Given records:
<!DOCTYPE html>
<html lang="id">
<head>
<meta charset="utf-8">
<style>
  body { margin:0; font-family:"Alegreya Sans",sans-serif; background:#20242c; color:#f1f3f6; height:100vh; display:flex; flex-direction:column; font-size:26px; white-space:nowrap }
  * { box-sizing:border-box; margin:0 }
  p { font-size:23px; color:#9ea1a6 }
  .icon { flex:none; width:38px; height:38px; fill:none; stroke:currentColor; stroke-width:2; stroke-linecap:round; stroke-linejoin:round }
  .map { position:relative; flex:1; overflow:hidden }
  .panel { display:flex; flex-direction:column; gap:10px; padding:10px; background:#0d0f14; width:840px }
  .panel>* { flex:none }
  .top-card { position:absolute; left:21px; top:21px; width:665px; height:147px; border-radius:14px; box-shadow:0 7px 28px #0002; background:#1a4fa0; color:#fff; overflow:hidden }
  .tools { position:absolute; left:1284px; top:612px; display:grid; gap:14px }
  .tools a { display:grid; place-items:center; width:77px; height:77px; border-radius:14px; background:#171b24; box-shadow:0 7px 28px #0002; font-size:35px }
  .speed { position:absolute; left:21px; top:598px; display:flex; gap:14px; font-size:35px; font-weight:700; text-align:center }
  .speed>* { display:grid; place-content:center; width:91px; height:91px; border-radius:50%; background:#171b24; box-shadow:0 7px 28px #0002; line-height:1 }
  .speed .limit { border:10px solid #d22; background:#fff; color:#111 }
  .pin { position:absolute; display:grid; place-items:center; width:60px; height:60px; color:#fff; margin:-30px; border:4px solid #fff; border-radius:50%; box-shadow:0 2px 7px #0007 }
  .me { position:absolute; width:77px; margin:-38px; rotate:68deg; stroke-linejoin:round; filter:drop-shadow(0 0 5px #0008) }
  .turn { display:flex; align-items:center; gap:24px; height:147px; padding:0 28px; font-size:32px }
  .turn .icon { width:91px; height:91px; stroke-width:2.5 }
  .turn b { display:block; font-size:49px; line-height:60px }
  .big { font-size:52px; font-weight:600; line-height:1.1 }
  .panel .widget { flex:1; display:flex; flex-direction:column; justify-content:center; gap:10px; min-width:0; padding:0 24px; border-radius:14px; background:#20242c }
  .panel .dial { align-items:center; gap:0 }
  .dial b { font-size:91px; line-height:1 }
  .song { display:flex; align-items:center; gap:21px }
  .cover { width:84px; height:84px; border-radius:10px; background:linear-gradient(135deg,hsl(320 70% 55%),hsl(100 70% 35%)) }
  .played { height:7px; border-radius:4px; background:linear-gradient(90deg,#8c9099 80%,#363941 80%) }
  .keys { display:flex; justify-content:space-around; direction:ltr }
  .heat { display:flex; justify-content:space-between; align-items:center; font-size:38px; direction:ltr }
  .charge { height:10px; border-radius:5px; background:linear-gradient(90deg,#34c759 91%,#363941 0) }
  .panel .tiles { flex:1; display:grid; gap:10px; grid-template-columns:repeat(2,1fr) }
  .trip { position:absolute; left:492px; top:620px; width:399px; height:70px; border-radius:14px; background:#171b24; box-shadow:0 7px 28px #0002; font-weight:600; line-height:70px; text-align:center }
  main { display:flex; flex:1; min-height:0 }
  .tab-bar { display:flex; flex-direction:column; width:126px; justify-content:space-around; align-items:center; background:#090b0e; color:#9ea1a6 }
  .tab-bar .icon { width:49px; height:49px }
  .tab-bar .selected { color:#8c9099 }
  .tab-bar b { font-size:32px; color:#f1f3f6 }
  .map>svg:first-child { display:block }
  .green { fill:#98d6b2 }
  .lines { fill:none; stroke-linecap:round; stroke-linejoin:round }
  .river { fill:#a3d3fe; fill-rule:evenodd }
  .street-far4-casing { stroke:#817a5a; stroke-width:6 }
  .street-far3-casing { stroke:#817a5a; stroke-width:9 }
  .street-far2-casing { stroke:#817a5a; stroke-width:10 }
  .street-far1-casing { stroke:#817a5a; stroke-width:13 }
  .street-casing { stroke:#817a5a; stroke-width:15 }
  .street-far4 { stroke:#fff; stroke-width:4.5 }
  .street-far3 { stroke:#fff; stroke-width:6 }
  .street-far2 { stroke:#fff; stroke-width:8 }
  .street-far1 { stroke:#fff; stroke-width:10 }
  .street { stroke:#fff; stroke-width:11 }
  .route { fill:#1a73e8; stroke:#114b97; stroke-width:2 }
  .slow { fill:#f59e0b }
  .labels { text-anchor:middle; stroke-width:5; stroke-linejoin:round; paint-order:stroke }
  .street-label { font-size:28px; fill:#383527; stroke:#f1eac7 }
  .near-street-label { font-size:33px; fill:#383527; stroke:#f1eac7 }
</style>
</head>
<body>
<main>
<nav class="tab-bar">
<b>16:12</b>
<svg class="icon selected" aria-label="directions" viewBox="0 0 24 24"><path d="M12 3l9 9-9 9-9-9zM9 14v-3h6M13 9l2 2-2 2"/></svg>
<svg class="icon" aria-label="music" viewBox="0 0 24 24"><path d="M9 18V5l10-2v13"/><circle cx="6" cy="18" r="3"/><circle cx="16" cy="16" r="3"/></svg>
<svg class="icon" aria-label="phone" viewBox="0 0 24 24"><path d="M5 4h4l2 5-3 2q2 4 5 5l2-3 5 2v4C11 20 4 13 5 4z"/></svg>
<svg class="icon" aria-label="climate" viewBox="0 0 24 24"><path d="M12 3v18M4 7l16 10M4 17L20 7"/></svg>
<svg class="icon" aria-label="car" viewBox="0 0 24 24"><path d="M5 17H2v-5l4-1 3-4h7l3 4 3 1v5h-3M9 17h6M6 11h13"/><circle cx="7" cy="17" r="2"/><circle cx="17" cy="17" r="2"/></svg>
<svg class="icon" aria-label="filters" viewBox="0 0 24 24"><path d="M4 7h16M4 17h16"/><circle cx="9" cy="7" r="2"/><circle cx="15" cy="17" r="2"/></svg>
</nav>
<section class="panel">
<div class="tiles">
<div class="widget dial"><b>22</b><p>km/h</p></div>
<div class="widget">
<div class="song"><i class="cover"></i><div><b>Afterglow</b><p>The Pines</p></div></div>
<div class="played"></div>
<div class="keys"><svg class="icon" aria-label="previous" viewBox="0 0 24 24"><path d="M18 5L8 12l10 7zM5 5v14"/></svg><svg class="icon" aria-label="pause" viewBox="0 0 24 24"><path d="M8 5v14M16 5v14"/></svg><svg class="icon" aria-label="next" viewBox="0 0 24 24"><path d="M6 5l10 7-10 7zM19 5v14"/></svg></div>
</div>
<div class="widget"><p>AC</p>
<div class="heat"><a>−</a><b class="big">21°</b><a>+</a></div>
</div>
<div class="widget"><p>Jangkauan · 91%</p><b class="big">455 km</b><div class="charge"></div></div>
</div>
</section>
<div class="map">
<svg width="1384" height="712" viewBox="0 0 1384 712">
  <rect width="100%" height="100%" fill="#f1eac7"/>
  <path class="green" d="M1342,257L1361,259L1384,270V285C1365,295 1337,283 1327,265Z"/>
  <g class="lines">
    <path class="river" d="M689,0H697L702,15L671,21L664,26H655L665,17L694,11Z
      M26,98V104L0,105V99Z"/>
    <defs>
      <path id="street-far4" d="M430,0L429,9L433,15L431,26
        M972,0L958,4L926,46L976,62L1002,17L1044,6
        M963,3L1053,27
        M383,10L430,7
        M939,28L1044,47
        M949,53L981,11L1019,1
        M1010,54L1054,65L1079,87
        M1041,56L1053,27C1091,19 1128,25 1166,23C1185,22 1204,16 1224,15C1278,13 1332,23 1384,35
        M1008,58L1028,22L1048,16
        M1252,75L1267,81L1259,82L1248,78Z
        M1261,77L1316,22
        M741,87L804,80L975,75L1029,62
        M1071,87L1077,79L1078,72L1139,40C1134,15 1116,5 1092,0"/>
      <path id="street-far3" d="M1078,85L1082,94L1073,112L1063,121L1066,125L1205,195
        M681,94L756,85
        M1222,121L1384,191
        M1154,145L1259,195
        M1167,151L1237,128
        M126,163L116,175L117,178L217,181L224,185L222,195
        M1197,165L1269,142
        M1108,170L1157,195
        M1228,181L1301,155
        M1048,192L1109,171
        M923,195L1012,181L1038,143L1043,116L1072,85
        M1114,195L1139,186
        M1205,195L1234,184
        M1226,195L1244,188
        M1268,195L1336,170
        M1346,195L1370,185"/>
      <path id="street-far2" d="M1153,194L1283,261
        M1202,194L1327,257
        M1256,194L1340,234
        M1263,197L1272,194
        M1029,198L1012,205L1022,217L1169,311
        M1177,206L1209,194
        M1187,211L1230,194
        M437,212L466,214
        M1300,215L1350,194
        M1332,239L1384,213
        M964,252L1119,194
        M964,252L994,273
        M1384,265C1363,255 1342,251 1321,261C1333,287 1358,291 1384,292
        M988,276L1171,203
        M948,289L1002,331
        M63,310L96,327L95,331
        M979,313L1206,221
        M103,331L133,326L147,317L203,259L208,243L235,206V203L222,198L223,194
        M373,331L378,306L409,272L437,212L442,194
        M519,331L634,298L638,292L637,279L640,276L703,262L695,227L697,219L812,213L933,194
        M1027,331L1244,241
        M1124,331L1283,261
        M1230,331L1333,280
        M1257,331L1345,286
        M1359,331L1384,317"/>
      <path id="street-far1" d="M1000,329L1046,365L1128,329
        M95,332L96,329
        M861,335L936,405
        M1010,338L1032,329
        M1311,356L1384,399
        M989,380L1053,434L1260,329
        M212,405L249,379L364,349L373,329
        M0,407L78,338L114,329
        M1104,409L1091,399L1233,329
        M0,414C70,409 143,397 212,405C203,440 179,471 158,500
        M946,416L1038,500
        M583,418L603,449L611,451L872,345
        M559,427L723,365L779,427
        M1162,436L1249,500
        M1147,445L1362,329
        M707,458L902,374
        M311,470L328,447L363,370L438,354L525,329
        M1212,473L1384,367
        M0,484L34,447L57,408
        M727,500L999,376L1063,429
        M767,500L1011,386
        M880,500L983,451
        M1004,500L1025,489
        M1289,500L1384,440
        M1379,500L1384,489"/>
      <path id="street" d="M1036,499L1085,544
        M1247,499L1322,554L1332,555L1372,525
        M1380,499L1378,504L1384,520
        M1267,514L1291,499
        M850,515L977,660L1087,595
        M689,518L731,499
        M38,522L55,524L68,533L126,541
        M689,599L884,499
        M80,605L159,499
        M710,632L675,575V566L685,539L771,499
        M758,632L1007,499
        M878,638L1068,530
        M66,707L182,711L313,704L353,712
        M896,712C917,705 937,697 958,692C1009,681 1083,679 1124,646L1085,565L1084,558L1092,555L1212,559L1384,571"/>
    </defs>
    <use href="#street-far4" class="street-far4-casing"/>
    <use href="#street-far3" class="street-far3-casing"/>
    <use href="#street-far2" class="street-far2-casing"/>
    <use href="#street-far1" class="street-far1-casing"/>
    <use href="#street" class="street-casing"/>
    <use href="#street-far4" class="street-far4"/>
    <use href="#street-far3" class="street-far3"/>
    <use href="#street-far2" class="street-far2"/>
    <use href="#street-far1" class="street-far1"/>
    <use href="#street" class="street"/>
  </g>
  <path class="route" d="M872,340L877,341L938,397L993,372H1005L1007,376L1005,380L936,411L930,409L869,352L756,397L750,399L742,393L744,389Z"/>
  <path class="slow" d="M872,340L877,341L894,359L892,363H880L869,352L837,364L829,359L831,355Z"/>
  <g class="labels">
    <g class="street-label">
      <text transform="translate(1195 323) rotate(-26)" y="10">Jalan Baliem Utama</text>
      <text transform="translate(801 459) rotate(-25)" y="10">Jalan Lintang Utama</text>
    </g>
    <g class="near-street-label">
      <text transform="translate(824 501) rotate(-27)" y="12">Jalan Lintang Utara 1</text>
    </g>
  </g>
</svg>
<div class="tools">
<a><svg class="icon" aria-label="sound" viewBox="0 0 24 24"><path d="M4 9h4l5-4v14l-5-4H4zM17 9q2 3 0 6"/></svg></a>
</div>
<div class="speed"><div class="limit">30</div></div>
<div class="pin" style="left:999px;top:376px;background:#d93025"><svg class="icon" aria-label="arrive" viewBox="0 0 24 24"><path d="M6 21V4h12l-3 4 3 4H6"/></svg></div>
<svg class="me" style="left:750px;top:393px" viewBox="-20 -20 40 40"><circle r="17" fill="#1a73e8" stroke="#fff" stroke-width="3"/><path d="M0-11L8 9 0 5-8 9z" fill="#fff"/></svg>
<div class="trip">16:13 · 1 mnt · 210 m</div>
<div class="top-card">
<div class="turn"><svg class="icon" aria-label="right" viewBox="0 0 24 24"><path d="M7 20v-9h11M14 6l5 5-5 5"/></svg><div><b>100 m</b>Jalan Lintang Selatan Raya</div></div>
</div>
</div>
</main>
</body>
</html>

About this exercise: Reproduce exactly the lines from the beginning of the entries above up to and including the line that contains "display:grid; place-items:center; width:77px;".

Result of the task:
<!DOCTYPE html>
<html lang="id">
<head>
<meta charset="utf-8">
<style>
  body { margin:0; font-family:"Alegreya Sans",sans-serif; background:#20242c; color:#f1f3f6; height:100vh; display:flex; flex-direction:column; font-size:26px; white-space:nowrap }
  * { box-sizing:border-box; margin:0 }
  p { font-size:23px; color:#9ea1a6 }
  .icon { flex:none; width:38px; height:38px; fill:none; stroke:currentColor; stroke-width:2; stroke-linecap:round; stroke-linejoin:round }
  .map { position:relative; flex:1; overflow:hidden }
  .panel { display:flex; flex-direction:column; gap:10px; padding:10px; background:#0d0f14; width:840px }
  .panel>* { flex:none }
  .top-card { position:absolute; left:21px; top:21px; width:665px; height:147px; border-radius:14px; box-shadow:0 7px 28px #0002; background:#1a4fa0; color:#fff; overflow:hidden }
  .tools { position:absolute; left:1284px; top:612px; display:grid; gap:14px }
  .tools a { display:grid; place-items:center; width:77px; height:77px; border-radius:14px; background:#171b24; box-shadow:0 7px 28px #0002; font-size:35px }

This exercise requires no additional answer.